In reality, when a point load is applied to a surface, the stress is concentrated at the point of application and eventually evens out as the distance from the point is increased. This increase in stress, also known as a stress riser, also occurs during abrupt changes in the material’s cross section.

ADD:

Three different load types are applied at the rightmost boundary:

• A constant axial stress of 100 MPa
• A symmetric parabolic stress distribution with peak amplitude 150 MPa
• A centered point load with the same resultant as the two previous load cases

As seen in the plots below, the stress distribution at the hole is not affected by how the load is applied. The key here is, of course, that the hole is far enough from the load.

Reading: https://www.comsol.com/blogs/applying-and-interpreting-saint-venants-principle/

Answer 3

Yes it is correct. This is not a dire t answer but can shed some light on the question.

We do a lot of simlar substitution of point load for distributed loads and vice versa.

we do the same exchenge between point loads to one moment e g, in bolted hangar roof beam to column or bolted brackets supperting a beam.

in the elbow bolt group we find the CG of the group and multiply the point load of each bolt force by that arm and sum to one moment. the post is then solved for that moment.

Answer 4

This is an added effort in response to your question after your latest update.
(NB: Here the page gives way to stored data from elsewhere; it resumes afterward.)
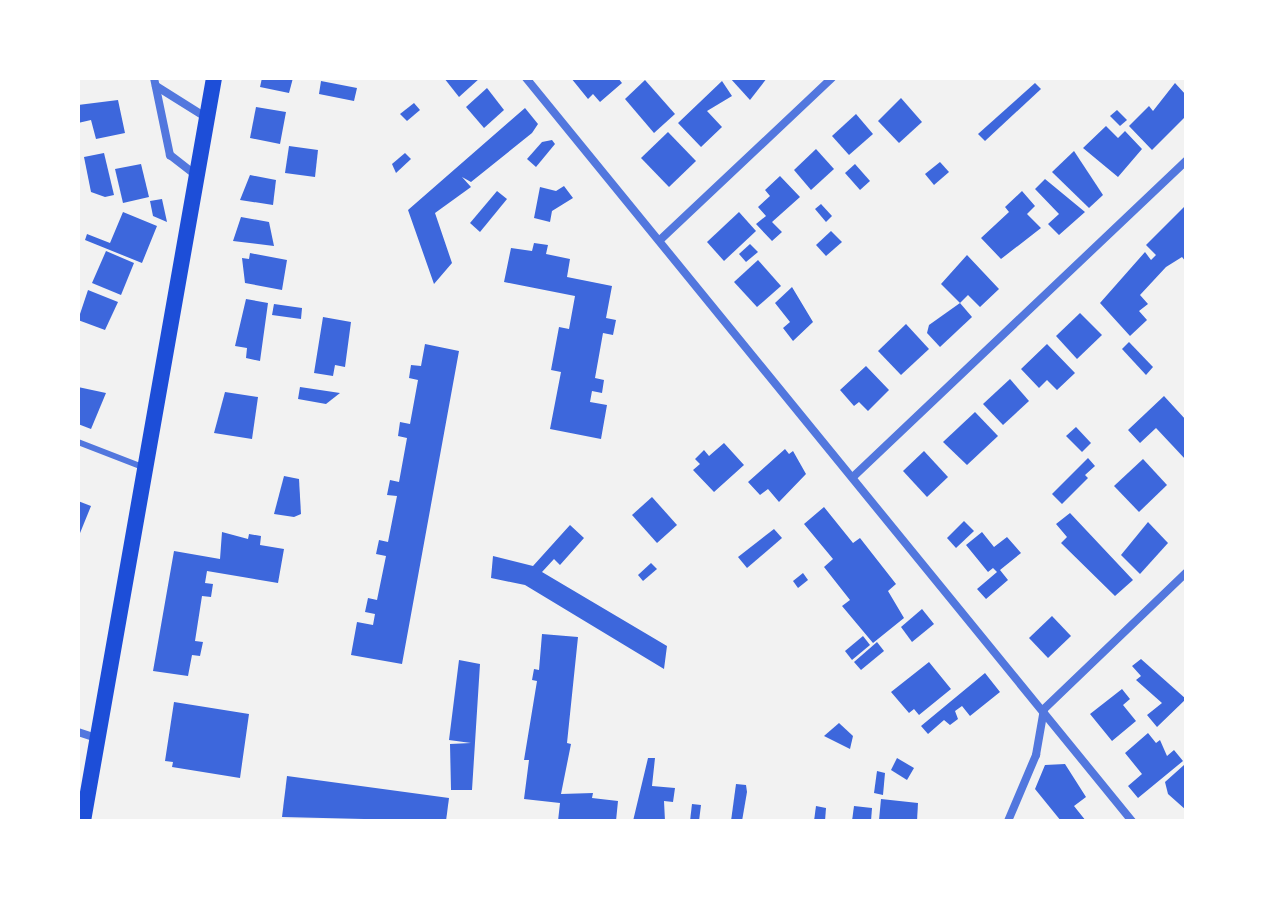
<!DOCTYPE html>
<html>
<head>
<meta charset="utf-8">
<style>
  body { margin:0 }
  #map { position:relative; width:1264px; height:899px; overflow:hidden; background:#f2f2f2; font-family:"Noto Serif",serif }
  div>[style] { position:absolute }
  .building>* { inset:0; background:#3d67dc }
  .service>* { height:6px; margin:-3px; padding:0 3px; transform-origin:3px; border-radius:3px; background:#5277de }
  .minor>* { height:8px; margin:-4px; padding:0 4px; transform-origin:4px; border-radius:4px; background:#5277de }
  .secondary>* { height:16px; margin:-8px; padding:0 8px; transform-origin:8px; border-radius:8px; background:#1d4ed8 }
  span { translate:-50% -50%; white-space:nowrap; text-align:center; line-height:1.15; -webkit-text-stroke:8px #fff; paint-order:stroke }
  .frame { position:absolute; inset:0; border:80px solid #fff; pointer-events:none }
</style>
</head>
<body>
<div id="map">
  <div class="building">
    <i style="clip-path:polygon(262px 78px,293px 78px,289px 93px,260px 87px)"></i>
    <i style="clip-path:polygon(444px 78px,480px 78px,459px 97px)"></i>
    <i style="clip-path:polygon(571px 78px,618px 78px,622px 83px,600px 102px,593px 94px,588px 99px)"></i>
    <i style="clip-path:polygon(730px 78px,767px 78px,750px 100px)"></i>
    <i style="clip-path:polygon(645px 80px,675px 114px,654px 133px,625px 99px)"></i>
    <i style="clip-path:polygon(321px 81px,357px 88px,354px 101px,319px 94px)"></i>
    <i style="clip-path:polygon(722px 81px,732px 96px,707px 111px,722px 127px,701px 147px,678px 123px)"></i>
    <i style="clip-path:polygon(1035px 83px,1041px 89px,985px 141px,978px 134px)"></i>
    <i style="clip-path:polygon(1175px 83px,1186px 95px,1186px 116px,1152px 150px,1129px 126px,1149px 106px,1153px 111px)"></i>
    <i style="clip-path:polygon(487px 88px,504px 110px,484px 128px,466px 107px)"></i>
    <i style="clip-path:polygon(901px 98px,922px 122px,899px 143px,878px 121px)"></i>
    <i style="clip-path:polygon(118px 100px,125px 133px,96px 139px,91px 120px,78px 123px,78px 105px)"></i>
    <i style="clip-path:polygon(414px 103px,420px 110px,407px 121px,400px 114px)"></i>
    <i style="clip-path:polygon(256px 107px,286px 112px,280px 144px,250px 138px)"></i>
    <i style="clip-path:polygon(525px 108px,538px 124px,532px 133px,471px 182px,462px 177px,471px 187px,435px 213px,452px 263px,434px 284px,408px 210px)"></i>
    <i style="clip-path:polygon(1117px 110px,1127px 120px,1120px 126px,1110px 116px)"></i>
    <i style="clip-path:polygon(856px 114px,873px 134px,849px 155px,832px 136px)"></i>
    <i style="clip-path:polygon(1106px 126px,1118px 138px,1125px 131px,1142px 149px,1118px 177px,1083px 148px)"></i>
    <i style="clip-path:polygon(668px 132px,696px 161px,669px 187px,641px 158px)"></i>
    <i style="clip-path:polygon(552px 140px,555px 144px,536px 167px,527px 159px,542px 142px)"></i>
    <i style="clip-path:polygon(289px 146px,318px 150px,315px 177px,285px 173px)"></i>
    <i style="clip-path:polygon(816px 149px,834px 169px,811px 190px,794px 170px)"></i>
    <i style="clip-path:polygon(1074px 151px,1103px 195px,1089px 208px,1052px 172px)"></i>
    <i style="clip-path:polygon(104px 153px,114px 195px,105px 197px,91px 192px,84px 157px)"></i>
    <i style="clip-path:polygon(405px 153px,411px 159px,396px 173px,392px 164px)"></i>
    <i style="clip-path:polygon(940px 162px,949px 172px,934px 185px,925px 174px)"></i>
    <i style="clip-path:polygon(141px 164px,149px 197px,123px 203px,115px 169px)"></i>
    <i style="clip-path:polygon(855px 164px,870px 181px,860px 190px,845px 173px)"></i>
    <i style="clip-path:polygon(250px 175px,276px 180px,273px 205px,240px 200px)"></i>
    <i style="clip-path:polygon(780px 176px,800px 197px,772px 222px,782px 232px,772px 241px,756px 224px,766px 216px,758px 207px,770px 196px,765px 190px)"></i>
    <i style="clip-path:polygon(1045px 179px,1085px 212px,1059px 235px,1048px 224px,1059px 214px,1035px 189px)"></i>
    <i style="clip-path:polygon(564px 186px,573px 198px,552px 211px,550px 222px,534px 218px,540px 187px,556px 191px)"></i>
    <i style="clip-path:polygon(497px 191px,507px 199px,480px 232px,470px 223px)"></i>
    <i style="clip-path:polygon(1022px 191px,1035px 206px,1027px 214px,1041px 228px,1001px 259px,981px 238px,1009px 212px,1005px 207px)"></i>
    <i style="clip-path:polygon(162px 199px,167px 222px,153px 216px,150px 201px)"></i>
    <i style="clip-path:polygon(821px 204px,832px 216px,826px 222px,815px 209px)"></i>
    <i style="clip-path:polygon(1186px 205px,1186px 262px,1182px 257px,1166px 267px,1140px 295px,1148px 304px,1139px 311px,1147px 320px,1130px 336px,1100px 303px,1145px 252px,1151px 260px,1156px 255px,1146px 245px)"></i>
    <i style="clip-path:polygon(123px 212px,157px 226px,142px 263px,85px 240px,87px 234px,110px 243px)"></i>
    <i style="clip-path:polygon(739px 212px,756px 231px,724px 261px,707px 242px)"></i>
    <i style="clip-path:polygon(241px 217px,269px 222px,274px 246px,233px 241px)"></i>
    <i style="clip-path:polygon(831px 231px,842px 242px,826px 256px,816px 245px)"></i>
    <i style="clip-path:polygon(534px 243px,548px 245px,546px 254px,570px 259px,567px 277px,612px 286px,606px 318px,616px 320px,613px 335px,603px 333px,595px 378px,604px 380px,602px 393px,592px 391px,590px 402px,607px 405px,601px 439px,550px 429px,561px 372px,551px 370px,559px 327px,569px 329px,575px 296px,504px 282px,511px 248px,532px 251px)"></i>
    <i style="clip-path:polygon(750px 244px,758px 252px,746px 262px,739px 254px)"></i>
    <i style="clip-path:polygon(106px 251px,134px 263px,121px 295px,92px 283px)"></i>
    <i style="clip-path:polygon(250px 253px,287px 260px,282px 290px,245px 283px,242px 258px,249px 259px)"></i>
    <i style="clip-path:polygon(967px 255px,999px 289px,980px 307px,968px 295px,960px 303px,941px 284px)"></i>
    <i style="clip-path:polygon(758px 260px,781px 286px,757px 307px,734px 282px)"></i>
    <i style="clip-path:polygon(792px 287px,813px 322px,793px 341px,783px 328px,790px 322px,775px 303px)"></i>
    <i style="clip-path:polygon(88px 290px,118px 302px,105px 330px,78px 320px)"></i>
    <i style="clip-path:polygon(246px 299px,268px 303px,260px 361px,246px 358px,247px 348px,235px 346px)"></i>
    <i style="clip-path:polygon(960px 303px,972px 317px,940px 347px,927px 333px,929px 325px)"></i>
    <i style="clip-path:polygon(274px 304px,302px 308px,301px 319px,272px 315px)"></i>
    <i style="clip-path:polygon(1080px 313px,1102px 335px,1077px 359px,1056px 336px)"></i>
    <i style="clip-path:polygon(323px 317px,351px 322px,345px 367px,335px 365px,333px 376px,314px 373px)"></i>
    <i style="clip-path:polygon(906px 324px,929px 349px,901px 375px,878px 351px)"></i>
    <i style="clip-path:polygon(1129px 342px,1153px 367px,1146px 375px,1122px 349px)"></i>
    <i style="clip-path:polygon(425px 344px,459px 351px,402px 664px,351px 655px,357px 622px,373px 625px,375px 614px,365px 612px,368px 598px,377px 600px,386px 556px,376px 554px,379px 540px,388px 542px,397px 496px,387px 495px,390px 480px,399px 482px,407px 438px,398px 436px,400px 422px,410px 424px,418px 380px,409px 378px,411px 365px,421px 366px)"></i>
    <i style="clip-path:polygon(1047px 344px,1075px 373px,1057px 390px,1047px 380px,1039px 388px,1021px 369px)"></i>
    <i style="clip-path:polygon(866px 366px,889px 390px,868px 411px,859px 402px,854px 406px,840px 390px)"></i>
    <i style="clip-path:polygon(1010px 379px,1029px 401px,1003px 425px,983px 404px)"></i>
    <i style="clip-path:polygon(78px 387px,106px 393px,91px 429px,78px 424px)"></i>
    <i style="clip-path:polygon(300px 387px,340px 393px,326px 404px,298px 399px)"></i>
    <i style="clip-path:polygon(225px 392px,258px 397px,252px 439px,214px 433px)"></i>
    <i style="clip-path:polygon(1164px 396px,1186px 420px,1186px 460px,1156px 428px,1140px 443px,1128px 430px)"></i>
    <i style="clip-path:polygon(975px 412px,998px 436px,967px 465px,943px 442px)"></i>
    <i style="clip-path:polygon(1076px 427px,1091px 443px,1082px 452px,1066px 436px)"></i>
    <i style="clip-path:polygon(724px 443px,744px 465px,714px 492px,693px 470px,700px 464px,695px 459px,704px 450px,709px 456px)"></i>
    <i style="clip-path:polygon(785px 449px,789px 454px,793px 451px,806px 474px,779px 502px,768px 489px,760px 495px,748px 482px)"></i>
    <i style="clip-path:polygon(924px 451px,948px 477px,927px 497px,903px 471px)"></i>
    <i style="clip-path:polygon(1088px 458px,1095px 466px,1085px 475px,1088px 478px,1062px 504px,1052px 494px)"></i>
    <i style="clip-path:polygon(1143px 459px,1167px 485px,1139px 512px,1114px 486px)"></i>
    <i style="clip-path:polygon(284px 476px,299px 479px,301px 514px,294px 517px,274px 514px)"></i>
    <i style="clip-path:polygon(652px 497px,677px 525px,657px 543px,632px 515px)"></i>
    <i style="clip-path:polygon(78px 501px,91px 506px,78px 538px)"></i>
    <i style="clip-path:polygon(824px 507px,853px 543px,860px 538px,896px 584px,888px 591px,904px 618px,873px 643px,842px 606px,850px 600px,824px 567px,833px 559px,804px 524px)"></i>
    <i style="clip-path:polygon(1070px 513px,1133px 580px,1115px 596px,1061px 543px,1067px 537px,1056px 524px)"></i>
    <i style="clip-path:polygon(964px 521px,974px 531px,956px 548px,947px 538px)"></i>
    <i style="clip-path:polygon(1148px 522px,1168px 543px,1140px 574px,1121px 555px)"></i>
    <i style="clip-path:polygon(570px 525px,584px 538px,560px 565px,554px 559px,542px 572px,667px 646px,664px 669px,525px 585px,491px 578px,493px 556px,533px 566px)"></i>
    <i style="clip-path:polygon(774px 529px,782px 538px,747px 568px,738px 557px)"></i>
    <i style="clip-path:polygon(222px 532px,248px 539px,249px 534px,261px 536px,260px 545px,284px 549px,278px 583px,207px 571px,205px 583px,213px 584px,211px 597px,202px 596px,195px 641px,203px 642px,200px 656px,192px 655px,188px 676px,153px 671px,174px 551px,220px 559px)"></i>
    <i style="clip-path:polygon(982px 532px,994px 547px,1007px 537px,1021px 553px,1000px 570px,1008px 580px,986px 599px,977px 589px,997px 572px,993px 568px,988px 572px,966px 545px)"></i>
    <i style="clip-path:polygon(651px 563px,657px 569px,643px 581px,638px 575px)"></i>
    <i style="clip-path:polygon(803px 573px,808px 580px,798px 588px,793px 581px)"></i>
    <i style="clip-path:polygon(922px 609px,934px 624px,912px 642px,901px 627px)"></i>
    <i style="clip-path:polygon(1052px 616px,1071px 636px,1048px 658px,1029px 638px)"></i>
    <i style="clip-path:polygon(542px 634px,578px 637px,567px 743px,571px 744px,561px 794px,593px 793px,592px 798px,618px 801px,616px 821px,558px 821px,560px 803px,524px 799px,529px 760px,524px 760px,537px 681px,532px 680px,534px 669px,539px 670px)"></i>
    <i style="clip-path:polygon(863px 636px,870px 645px,852px 660px,845px 651px)"></i>
    <i style="clip-path:polygon(877px 642px,884px 651px,861px 670px,854px 662px)"></i>
    <i style="clip-path:polygon(1141px 659px,1186px 699px,1157px 727px,1147px 715px,1162px 703px,1136px 680px,1141px 676px,1132px 666px)"></i>
    <i style="clip-path:polygon(459px 660px,480px 664px,472px 790px,451px 790px,450px 744px,471px 743px,449px 740px)"></i>
    <i style="clip-path:polygon(929px 662px,951px 689px,919px 715px,914px 709px,909px 713px,891px 692px)"></i>
    <i style="clip-path:polygon(985px 673px,1000px 692px,970px 716px,962px 706px,955px 711px,958px 719px,950px 725px,944px 720px,928px 734px,921px 726px)"></i>
    <i style="clip-path:polygon(1122px 689px,1130px 699px,1123px 705px,1136px 721px,1112px 741px,1090px 714px)"></i>
    <i style="clip-path:polygon(174px 702px,249px 714px,240px 778px,172px 767px,173px 762px,165px 761px)"></i>
    <i style="clip-path:polygon(839px 723px,853px 736px,850px 749px,824px 736px)"></i>
    <i style="clip-path:polygon(1148px 733px,1156px 743px,1160px 740px,1167px 756px,1174px 750px,1183px 761px,1138px 798px,1128px 786px,1142px 774px,1125px 753px)"></i>
    <i style="clip-path:polygon(648px 758px,655px 758px,652px 786px,675px 788px,673px 802px,664px 801px,665px 821px,633px 821px)"></i>
    <i style="clip-path:polygon(897px 758px,914px 768px,907px 780px,891px 770px)"></i>
    <i style="clip-path:polygon(1065px 764px,1086px 797px,1074px 806px,1086px 821px,1061px 821px,1035px 789px,1045px 765px)"></i>
    <i style="clip-path:polygon(1184px 765px,1186px 767px,1186px 810px,1168px 794px,1165px 782px)"></i>
    <i style="clip-path:polygon(877px 771px,885px 773px,883px 795px,874px 793px)"></i>
    <i style="clip-path:polygon(287px 776px,449px 798px,446px 821px,282px 817px)"></i>
    <i style="clip-path:polygon(736px 784px,746px 785px,747px 792px,742px 821px,731px 821px)"></i>
    <i style="clip-path:polygon(881px 799px,918px 803px,917px 821px,879px 820px)"></i>
    <i style="clip-path:polygon(692px 804px,701px 805px,699px 821px,690px 821px)"></i>
    <i style="clip-path:polygon(816px 806px,826px 808px,825px 821px,814px 821px)"></i>
    <i style="clip-path:polygon(854px 806px,872px 808px,871px 821px,852px 821px)"></i>
  </div>
  <div class="service">
    <i style="left:78px;top:442px;width:72px;rotate:21.2deg"></i>
  </div>
  <div class="minor">
    <i style="left:154px;top:78px;width:79px;rotate:78.3deg"></i>
    <i style="left:170px;top:155px;width:34px;rotate:38deg"></i>
    <i style="left:526px;top:78px;width:959px;rotate:50.8deg"></i>
    <i style="left:156px;top:86px;width:60px;rotate:32.1deg"></i>
    <i style="left:660px;top:240px;width:236px;rotate:-43.3deg"></i>
    <i style="left:854px;top:476px;width:458px;rotate:-43.5deg"></i>
    <i style="left:1044px;top:709px;width:197px;rotate:-43.8deg"></i>
    <i style="left:78px;top:732px;width:20px;rotate:18deg"></i>
    <i style="left:1008px;top:821px;width:72px;rotate:-67deg"></i>
    <i style="left:1036px;top:755px;width:47px;rotate:-80.1deg"></i>
  </div>
  <div class="secondary">
    <i style="left:83px;top:821px;width:754px;rotate:-80deg"></i>
  </div>
  <div class="frame"></div>
</div>
</body>
</html>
In the situation above, if a < d (beam depth), practically we can replace the uniform load with a concentrated load, and say it is justified by the Saint-Venant Principle.

However, it will run into problems with the actual behaviors from the beam theory if we proceed to check the beam internal forces, for example, the internal reactions at the mid-span:

For the beam with the uniform load:

$M = \dfrac{wa}{2}*\dfrac{L}{2} - w*\dfrac{a}{2}*\dfrac{a}{4} = \dfrac{waL}{4} - \dfrac{wa^2}{4}$

$V = \dfrac{wa}{2} - w*\dfrac{a}{2} = \dfrac{wa}{2} - \dfrac{wa}{2} = 0$

For the beam with the concentrated load:

$M = \dfrac{wa}{2}*\dfrac{L}{2} = \dfrac{waL}{4}$, and

$V = \dfrac{wa}{2}$

Conclusion: By comparing the results, we can see the danger of using the analogy of the Saint-Venant Principle, it can lead to erroneous results; except in very limited cases, or we can tolerate the mistakes from an approximation, or the calculations do not concern member internal forces/stresses, such as in the stability analysis, for which only the external forces/reactions are of interests.

However, Saint-Venant is not to blame for the limitation in its applicability, it's us to be blamed for not truly understand what engineering phenomenon it encompasses.

Hope this helps to erase your confusion over this matter.